Extracted records ::
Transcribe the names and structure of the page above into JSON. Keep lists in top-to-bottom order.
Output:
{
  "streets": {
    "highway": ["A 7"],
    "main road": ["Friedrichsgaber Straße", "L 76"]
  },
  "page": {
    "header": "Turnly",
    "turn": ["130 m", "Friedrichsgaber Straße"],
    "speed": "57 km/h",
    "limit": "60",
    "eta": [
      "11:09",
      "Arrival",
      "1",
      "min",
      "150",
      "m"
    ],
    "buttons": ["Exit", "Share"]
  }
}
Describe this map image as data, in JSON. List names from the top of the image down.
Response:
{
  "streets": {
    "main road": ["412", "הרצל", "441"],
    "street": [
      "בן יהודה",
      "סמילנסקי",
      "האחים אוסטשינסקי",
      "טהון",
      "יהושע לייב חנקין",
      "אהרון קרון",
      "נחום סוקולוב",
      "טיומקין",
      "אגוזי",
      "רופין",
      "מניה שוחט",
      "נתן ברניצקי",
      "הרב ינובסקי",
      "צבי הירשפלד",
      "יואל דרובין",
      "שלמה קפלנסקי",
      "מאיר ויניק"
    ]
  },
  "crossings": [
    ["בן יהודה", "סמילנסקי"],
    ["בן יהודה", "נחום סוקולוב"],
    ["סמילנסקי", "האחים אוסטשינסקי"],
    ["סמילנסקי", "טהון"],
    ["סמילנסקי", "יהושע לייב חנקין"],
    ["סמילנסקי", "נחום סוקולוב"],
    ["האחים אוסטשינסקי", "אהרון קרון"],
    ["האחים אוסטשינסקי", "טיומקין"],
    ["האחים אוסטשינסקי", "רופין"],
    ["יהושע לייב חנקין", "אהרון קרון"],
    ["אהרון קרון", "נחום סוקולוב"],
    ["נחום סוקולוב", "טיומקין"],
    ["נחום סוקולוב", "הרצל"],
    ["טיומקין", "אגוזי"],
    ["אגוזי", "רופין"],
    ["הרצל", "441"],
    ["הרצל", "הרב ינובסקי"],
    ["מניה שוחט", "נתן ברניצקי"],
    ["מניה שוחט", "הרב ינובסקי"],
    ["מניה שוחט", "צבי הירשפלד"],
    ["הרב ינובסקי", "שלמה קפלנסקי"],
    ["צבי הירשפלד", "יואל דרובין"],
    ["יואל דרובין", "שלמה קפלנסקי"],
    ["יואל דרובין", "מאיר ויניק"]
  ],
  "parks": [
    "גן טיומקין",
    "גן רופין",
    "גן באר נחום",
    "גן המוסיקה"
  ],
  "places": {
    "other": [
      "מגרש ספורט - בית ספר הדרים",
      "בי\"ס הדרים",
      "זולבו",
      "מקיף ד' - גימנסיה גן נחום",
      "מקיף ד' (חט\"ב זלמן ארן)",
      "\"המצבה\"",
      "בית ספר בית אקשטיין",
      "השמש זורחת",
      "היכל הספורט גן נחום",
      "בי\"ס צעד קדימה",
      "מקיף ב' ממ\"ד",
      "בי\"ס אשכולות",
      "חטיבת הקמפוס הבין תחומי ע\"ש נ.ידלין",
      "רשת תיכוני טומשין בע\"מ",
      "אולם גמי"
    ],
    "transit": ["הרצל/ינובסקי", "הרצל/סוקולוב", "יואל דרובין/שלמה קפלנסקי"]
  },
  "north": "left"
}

TASK GOAL :: Restate word for word the lines above, beginning at the first one and ending at the line that carries "Describe this map".

FINISHED TASK ::
Transcribe the names and structure of the page above into JSON. Keep lists in top-to-bottom order.
Output:
{
  "streets": {
    "highway": ["A 7"],
    "main road": ["Friedrichsgaber Straße", "L 76"]
  },
  "page": {
    "header": "Turnly",
    "turn": ["130 m", "Friedrichsgaber Straße"],
    "speed": "57 km/h",
    "limit": "60",
    "eta": [
      "11:09",
      "Arrival",
      "1",
      "min",
      "150",
      "m"
    ],
    "buttons": ["Exit", "Share"]
  }
}
Describe this map image as data, in JSON. List names from the top of the image down.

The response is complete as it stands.